The light changes in September. When I get to midtown in the morning, the sun is often so bright to the east that even sunglasses don’t reduce the glare, which dances off the Chrysler Building and reflects back onto the masses headed to work.
The weather has turned - our humid summer has finally faded. A lot of us refer to this weather as “9/11 weather”. It has weight to it. That feeling of hope and possibility that September once brought now brings something else. The little bite of chill in the early morning air brings us back. We cast our eyes up and see that clear, bright September blue. We can argue about the shade - I’d say cobalt, some would say cerulean, some would say aquamarine, some might say manganese - but we all know what blue we mean.1
That blue.
This month marks my 25th anniversary of living in New York. I moved into student housing in 1999, two weeks away from my 18th birthday, less than two blocks from the South Tower of the World Trade Center. I forget all the time that I’m in my 40s, until my body reminds me. It’s been a quarter century, after all.

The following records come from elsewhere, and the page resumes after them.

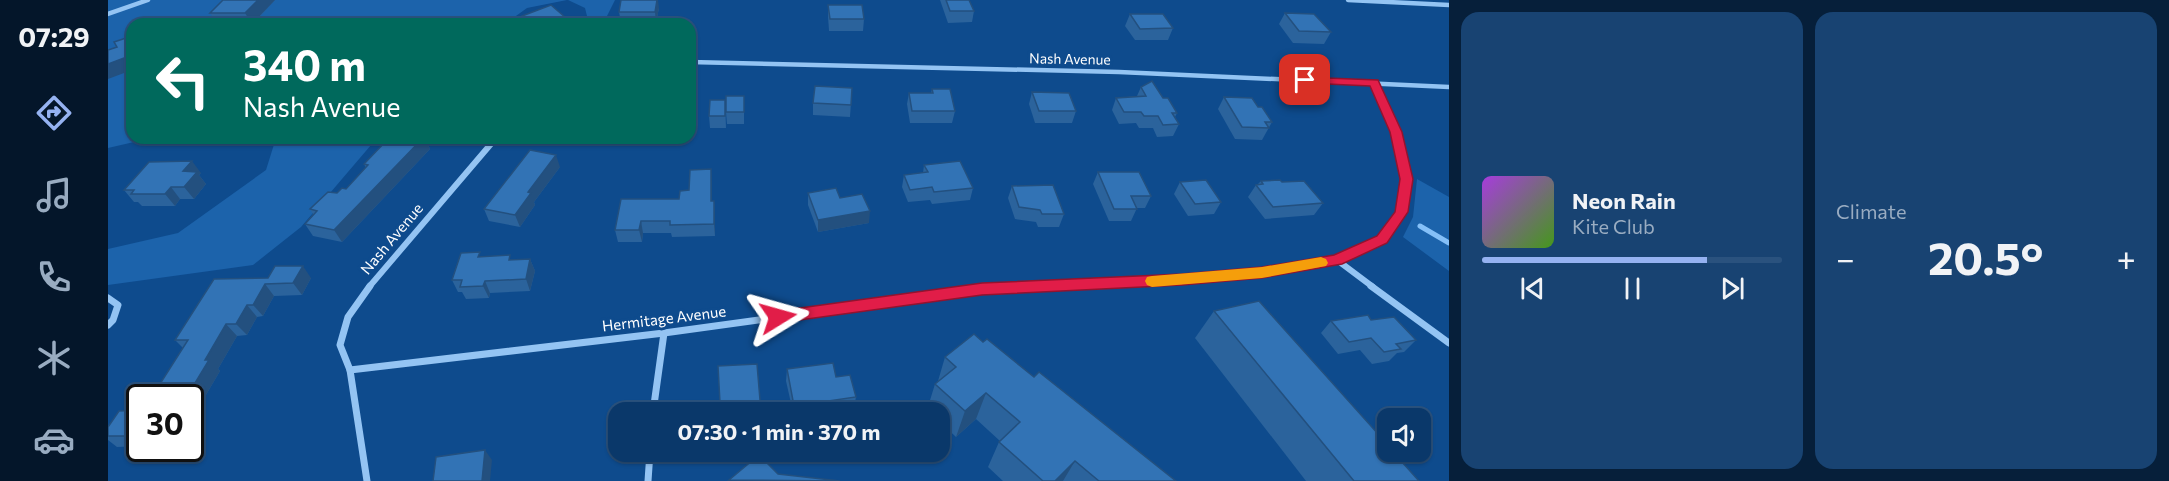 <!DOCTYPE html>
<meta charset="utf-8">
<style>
:root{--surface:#0a386a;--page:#184372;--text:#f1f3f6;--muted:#99acc1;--line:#2a527e;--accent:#95b2f1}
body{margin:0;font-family:Commissioner,sans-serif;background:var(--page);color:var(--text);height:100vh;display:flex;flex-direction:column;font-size:22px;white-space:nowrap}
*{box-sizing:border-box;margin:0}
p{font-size:20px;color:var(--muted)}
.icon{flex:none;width:33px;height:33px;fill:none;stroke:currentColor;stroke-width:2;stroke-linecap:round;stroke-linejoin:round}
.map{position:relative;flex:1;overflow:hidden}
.side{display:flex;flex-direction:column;gap:12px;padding:12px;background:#061f3a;width:720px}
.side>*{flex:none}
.top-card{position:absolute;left:18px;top:18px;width:570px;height:126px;border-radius:18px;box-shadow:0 2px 4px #0004,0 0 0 2px var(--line);background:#00695c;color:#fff;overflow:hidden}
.buttons{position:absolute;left:1269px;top:408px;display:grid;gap:12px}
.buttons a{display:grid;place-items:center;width:54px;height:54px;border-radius:12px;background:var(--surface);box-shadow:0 2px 4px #0004,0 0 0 2px var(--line);font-size:30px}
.speed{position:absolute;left:18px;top:384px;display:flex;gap:12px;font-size:30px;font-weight:700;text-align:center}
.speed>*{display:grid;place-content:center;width:78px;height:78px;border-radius:50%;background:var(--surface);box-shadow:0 2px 4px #0004,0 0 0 2px var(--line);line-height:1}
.speed .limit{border:3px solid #111;border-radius:9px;background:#fff;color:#111}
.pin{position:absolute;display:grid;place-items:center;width:51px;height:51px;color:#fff;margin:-26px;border-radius:12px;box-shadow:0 3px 9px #0006}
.me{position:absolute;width:66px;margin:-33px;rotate:82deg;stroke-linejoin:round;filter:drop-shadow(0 0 4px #0008)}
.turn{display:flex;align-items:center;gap:21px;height:126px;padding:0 18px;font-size:27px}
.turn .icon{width:78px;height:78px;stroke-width:2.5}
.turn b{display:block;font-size:42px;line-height:51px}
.big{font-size:45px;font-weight:700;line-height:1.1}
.side .card{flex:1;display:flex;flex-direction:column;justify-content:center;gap:9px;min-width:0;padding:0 21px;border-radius:18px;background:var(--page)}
.song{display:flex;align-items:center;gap:18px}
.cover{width:72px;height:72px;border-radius:9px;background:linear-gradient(135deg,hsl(280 70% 55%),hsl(100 70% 35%))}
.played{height:6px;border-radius:3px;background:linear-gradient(90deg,var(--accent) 75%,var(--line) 75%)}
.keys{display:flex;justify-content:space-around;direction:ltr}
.heat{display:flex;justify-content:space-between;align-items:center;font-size:33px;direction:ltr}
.side .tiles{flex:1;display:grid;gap:12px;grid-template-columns:repeat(2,1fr)}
.trip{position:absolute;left:500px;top:402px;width:342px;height:60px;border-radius:18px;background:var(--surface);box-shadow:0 2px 4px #0004,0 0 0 2px var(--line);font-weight:700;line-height:60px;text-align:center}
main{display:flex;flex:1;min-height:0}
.tab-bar{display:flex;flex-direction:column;width:108px;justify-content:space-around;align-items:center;background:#04162a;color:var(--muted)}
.tab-bar .icon{width:42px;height:42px}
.tab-bar .on{color:var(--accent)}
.tab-bar b{font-size:27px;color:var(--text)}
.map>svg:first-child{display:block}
</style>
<main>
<nav class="tab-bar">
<b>07:29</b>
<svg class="icon on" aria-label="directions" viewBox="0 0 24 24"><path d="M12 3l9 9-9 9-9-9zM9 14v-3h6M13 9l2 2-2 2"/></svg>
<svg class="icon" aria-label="music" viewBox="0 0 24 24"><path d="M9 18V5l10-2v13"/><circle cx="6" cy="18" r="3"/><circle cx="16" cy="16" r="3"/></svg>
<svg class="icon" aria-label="phone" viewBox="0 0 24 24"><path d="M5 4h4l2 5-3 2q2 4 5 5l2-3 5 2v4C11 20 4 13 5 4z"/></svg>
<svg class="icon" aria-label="climate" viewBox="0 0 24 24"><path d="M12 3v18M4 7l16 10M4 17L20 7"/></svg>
<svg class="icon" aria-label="car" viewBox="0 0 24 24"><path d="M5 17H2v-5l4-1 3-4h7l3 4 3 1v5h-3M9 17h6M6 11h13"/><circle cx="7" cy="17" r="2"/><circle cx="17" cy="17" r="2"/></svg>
</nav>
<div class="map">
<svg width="1341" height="481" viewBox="0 0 1341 481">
<rect width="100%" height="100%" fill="#0e4b8d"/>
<g fill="#1c63ab">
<path d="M0,0H459L419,8L397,24H24V138H31L26,142L0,148Z"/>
<path d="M460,0H507L495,24H479L480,20L477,8Z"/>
<path d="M168,138H269L193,227L145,265L0,285V249L70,233L158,170Z"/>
<path d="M1309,179L1341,197V271L1295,237L1305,217Z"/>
</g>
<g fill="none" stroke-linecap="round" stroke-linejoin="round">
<path stroke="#85c0f8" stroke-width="5" d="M1312,226L1341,243"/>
<g stroke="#94c4f3" stroke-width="4.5">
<path d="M1240,0L1341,5"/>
<path d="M0,14L40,0"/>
<path d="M582,62L1011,72L1341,87"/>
<path d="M1266,83L1287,129"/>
</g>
<g stroke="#94c4f3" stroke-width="6">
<path d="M1229,260L1265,287"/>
<path d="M261,287L388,138"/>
<path d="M918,287L1074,280L1154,272L1229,260L1274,239L1293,212L1298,179L1286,127"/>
</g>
<g stroke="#94c4f3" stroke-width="7">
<path d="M1263,286L1341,343"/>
<path d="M0,298L10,305L5,320L0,325"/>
<path d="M242,370L556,333L874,289L951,286"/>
<path d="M545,412L556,333"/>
<path d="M259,481L242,370L232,345L240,317L262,286"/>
<path d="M540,481L542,452"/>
</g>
</g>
<g fill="#2b639c">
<path d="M115,0H167L145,24H109L102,13Z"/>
<path d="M832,0H861L866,11L864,22L840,23Z"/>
<path d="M720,5L756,19L755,31H721L720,16Z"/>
<path d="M551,8L548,23H513L511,12Z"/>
<path d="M1177,13L1223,32L1216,44L1185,43L1171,24Z"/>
<path d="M1022,14L1065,28L1060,40H1027L1017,26Z"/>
<path d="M1033,87L1069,113L1067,117L1071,124L1065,136L1049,137L1045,128H1031L1028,123L1011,124L1004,110L1008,98L1029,96Z"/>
<path d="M744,88L742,117L705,115V103Z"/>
<path d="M824,89L847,111L844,123H802L799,104L801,93H823Z"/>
<path d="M924,92L968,111L964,123H927L921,104Z"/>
<path d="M1116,97L1150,107L1164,122L1154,140L1127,139L1110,109Z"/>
<path d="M617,100L618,128H602L601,116Z"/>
<path d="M636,108V124H619L618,112Z"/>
<path d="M281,138H317L322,149L234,242L205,236L197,224L205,214L202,209L238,189L258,168L256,164Z"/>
<path d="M816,165L865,188L862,200L824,204L822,200L800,202L794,187L796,175L815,173Z"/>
<path d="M452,167L426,202L427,205L412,227L381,221L376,209Z"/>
<path d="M990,172L1043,196L1037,208H1029L1023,221H1001L985,184Z"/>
<path d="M93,173L91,175L98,184L86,199H72L67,206H34L30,202H26L16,190Z"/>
<path d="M604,181V201H606L607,213V236L564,237L563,233H535L534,242H510L507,230L571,199L581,190Z"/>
<path d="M1153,181L1174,182L1215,203L1206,215L1157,219L1140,197L1148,185L1150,184Z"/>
<path d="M1072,182L1113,202L1106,214L1080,216L1066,194Z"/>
<path d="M904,186L956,214L951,227H930L928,222L907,219L900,198Z"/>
<path d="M700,193L761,223L710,232L700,205Z"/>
<path d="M374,257L404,260L422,259L427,271L422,291L382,293L381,298L358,299L354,292H350L344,280Z"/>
<path d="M203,278L194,295L166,296L155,316L149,317L139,335L129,336L110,369L112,371L82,422V398L75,348L67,340L106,279Z"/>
<path d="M1106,311L1311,481H1198L1087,338Z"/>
<path d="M1263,320L1308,340L1296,352L1289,353L1281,361L1264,364L1252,350L1230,354L1213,333L1223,321Z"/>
<path d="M875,342L926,377L1068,481H895L880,467L891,442L892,441L868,419L848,437L831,421V412H822L819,410L827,384L830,381L837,357Z"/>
<path d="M610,366L653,412H613Z"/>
<path d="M679,369L728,377L748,397L746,408L716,412H685L678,381Z"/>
<path d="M32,410V446L9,447L0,440V427Z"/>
</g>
<g fill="#23507f">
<path d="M150,0H167L144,24L137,13Z"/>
<path d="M549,0H550L551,8L548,23L547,12Z"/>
<path d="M458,18L460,24H442Z"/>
<path d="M24,55V70L0,79V64Z"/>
<path d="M315,138H317L322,149L234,242L226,230Z"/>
<path d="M448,155L452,167L426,202L427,205L412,227L407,215L420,192Z"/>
<path d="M84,161L93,173L91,175L98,184L86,199L76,187L75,171Z"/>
<path d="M603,169L604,181V213L603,201Z"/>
<path d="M63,187L72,199L67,206L57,194Z"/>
<path d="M606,201L607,213V236L606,224Z"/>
<path d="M762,211L761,223L710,232V220Z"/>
<path d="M533,221L535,233L534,242L531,230Z"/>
<path d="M422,259L427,271L422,291L418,279Z"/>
<path d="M195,266L203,278L194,295L185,283Z"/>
<path d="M377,281L382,293L381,298L375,286Z"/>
<path d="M157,284L166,296L155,316L145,305Z"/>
<path d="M139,305L149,317L139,335L128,324Z"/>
<path d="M118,324L129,336L110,369L112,371L82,422V398H78L97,360Z"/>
<path d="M878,393L868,419L848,437L857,411Z"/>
<path d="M32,419V444L21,436Z"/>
<path d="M377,450L384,460L382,481H374Z"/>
<path d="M967,461L955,481H947Z"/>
</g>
<g fill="#3273b5" stroke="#23507f" stroke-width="1.5">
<path d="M115,0H150L137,13H102Z"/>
<path d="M513,0H549L547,12H511Z"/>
<path d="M838,0H861L866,11H842Z"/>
<path d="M443,5L458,18L442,24H418L414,16Z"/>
<path d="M720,5H754L756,19H722Z"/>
<path d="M1177,13L1206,14L1223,32L1191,31Z"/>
<path d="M1022,14H1055L1065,28L1032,29Z"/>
<path d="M24,36V55L0,64V50L9,47L6,42Z"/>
<path d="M1044,81L1055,98H1060L1069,113H1064L1071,124L1055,125L1050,116H1036L1033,112H1016L1008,98L1038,96L1033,87Z"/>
<path d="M707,86L744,88L743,105L705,103Z"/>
<path d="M824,89H842L847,111H804L801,93H825Z"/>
<path d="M924,92L961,93L968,111H931Z"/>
<rect x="618" y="96" width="18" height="16"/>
<path d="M1116,97L1144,98L1150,107H1154L1164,122H1157L1161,128L1134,127Z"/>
<path d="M602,100H617V116H601Z"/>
<path d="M281,138H315L226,230L197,224L209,211L202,209L220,192L229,193L234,188L238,189L260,165L256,164Z"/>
<path d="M422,150L448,155L420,192L423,193L407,215L376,209Z"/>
<path d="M84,161L75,171L89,172L76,187H63L57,194H23L26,190H16L41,162Z"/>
<path d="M852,161L865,188L826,192L824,187L802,190L796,175L820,172L816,165Z"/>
<path d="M603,169V201H606V224L562,225V221H533L531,230H507L513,199H571L572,191L581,190L582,170Z"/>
<path d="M990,172H1031L1043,196H1023L1029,209H1006Z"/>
<path d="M1098,180L1113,202L1087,204L1072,182Z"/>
<path d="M1172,180L1174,182L1196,181L1215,203L1165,207L1148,185L1155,184L1153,181Z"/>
<path d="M945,185L956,214H934L932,210L911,207L904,186Z"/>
<path d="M728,188L732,198L754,194L762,211L710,220L700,193Z"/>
<path d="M372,252L370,257L402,255L401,260L422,259L418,279L377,281L375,286L352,287L354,280H344L353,253Z"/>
<path d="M167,266H195L185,283L157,284L145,305H139L128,324H118L97,360H101L78,398H43L80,340H67L106,279L160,278Z"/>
<path d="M1151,301L1280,445V452H1285L1311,481H1246L1106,311Z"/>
<path d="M1260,315L1263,320L1286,317L1308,340L1288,344L1293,349L1276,352L1263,338L1241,342L1223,321Z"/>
<path d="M866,334L875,342L879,339L926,377L931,372L1068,481H991L967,461L947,481H935L891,442L912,422L878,393L857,411L827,384L848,367L837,357Z"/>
<path d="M725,363L728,377L742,375L748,397L686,406L679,369Z"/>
<path d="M649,364L653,412H620L619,403H612L610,366Z"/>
<path d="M32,410V419L21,436H0V427L11,411Z"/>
<path d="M377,450L374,481H325L328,457Z"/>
<path d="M651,455L670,474L732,481L621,480Z"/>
</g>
<path fill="#e11d48" stroke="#92132f" stroke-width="1.5" d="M1193,77L1270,80L1294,132L1305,179L1300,212L1279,243L1234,264L1154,278L1074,285L874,295L670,323L665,321L663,317L665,313L670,311L874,283L1074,274L1154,267L1226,255L1269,236L1287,212L1292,179L1282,132L1262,86L1197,83L1191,80Z"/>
<path fill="#f59e0b" d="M1213,257L1218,259L1220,263L1218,266L1154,278L1044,287L1039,285L1037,281L1039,277L1044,276L1154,267Z"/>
<g text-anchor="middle" stroke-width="6" stroke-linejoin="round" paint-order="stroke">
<g font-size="14" fill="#fff" stroke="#0e4b8d">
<text transform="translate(962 59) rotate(1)" y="5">Nash Avenue</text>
</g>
<g font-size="15" fill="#fff" stroke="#0e4b8d">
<text transform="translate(284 239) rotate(-50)" y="5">Nash Avenue</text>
<text transform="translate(556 319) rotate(-7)" y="5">Hermitage Avenue</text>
</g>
</g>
</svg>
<div class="buttons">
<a><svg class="icon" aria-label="sound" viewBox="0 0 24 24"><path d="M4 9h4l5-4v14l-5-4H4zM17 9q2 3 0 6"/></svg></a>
</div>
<div class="speed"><div class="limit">30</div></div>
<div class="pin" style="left:1197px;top:80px;background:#d93025"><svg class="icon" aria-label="arrive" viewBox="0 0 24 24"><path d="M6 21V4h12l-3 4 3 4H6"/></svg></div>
<svg class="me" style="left:670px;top:317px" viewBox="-20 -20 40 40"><path d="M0-17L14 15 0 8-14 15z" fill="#e11d48" stroke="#fff" stroke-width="4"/></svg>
<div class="trip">07:30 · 1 min · 370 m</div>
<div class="top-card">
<div class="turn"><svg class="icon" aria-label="left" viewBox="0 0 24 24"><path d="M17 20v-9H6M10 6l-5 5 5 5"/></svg><div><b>340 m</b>Nash Avenue</div></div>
</div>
</div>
<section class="side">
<div class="tiles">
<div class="card">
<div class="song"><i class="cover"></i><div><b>Neon Rain</b><p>Kite Club</p></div></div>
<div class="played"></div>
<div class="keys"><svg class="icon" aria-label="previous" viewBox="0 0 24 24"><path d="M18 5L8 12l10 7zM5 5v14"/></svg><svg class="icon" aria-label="pause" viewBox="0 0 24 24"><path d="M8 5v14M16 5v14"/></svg><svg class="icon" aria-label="next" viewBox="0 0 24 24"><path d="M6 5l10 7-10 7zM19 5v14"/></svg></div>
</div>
<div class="card"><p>Climate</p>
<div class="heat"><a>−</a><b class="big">20.5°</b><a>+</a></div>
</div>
</div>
</section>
</main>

I loved New York from the second I arrived. I think that my ADHD gave me a strange advantage. What most people find destabilizing about the city - the pace, the randomness, the energy - actually stabilized me. No two days here are the same. Every day there is something new to see. I got my dopamine from the novelty of it all, which was not on the menu in the town I grew up in. Granted, I could have done without a few of the novel events I have experienced here, but mostly, it’s been good to me.
This is not to say that my time in New York has been easy. You can say a lot of things about living here, but “easy” ain’t one of them. It’s loud, it’s expensive, it’s relentless. It’s tried to kill me, more than once. A bad day in New York is the worst kind of bad day.
As much as I love her, she can be a real bitch sometimes. Yes, New York City is definitely a woman. Suzanne Vega wrote a whole song about this.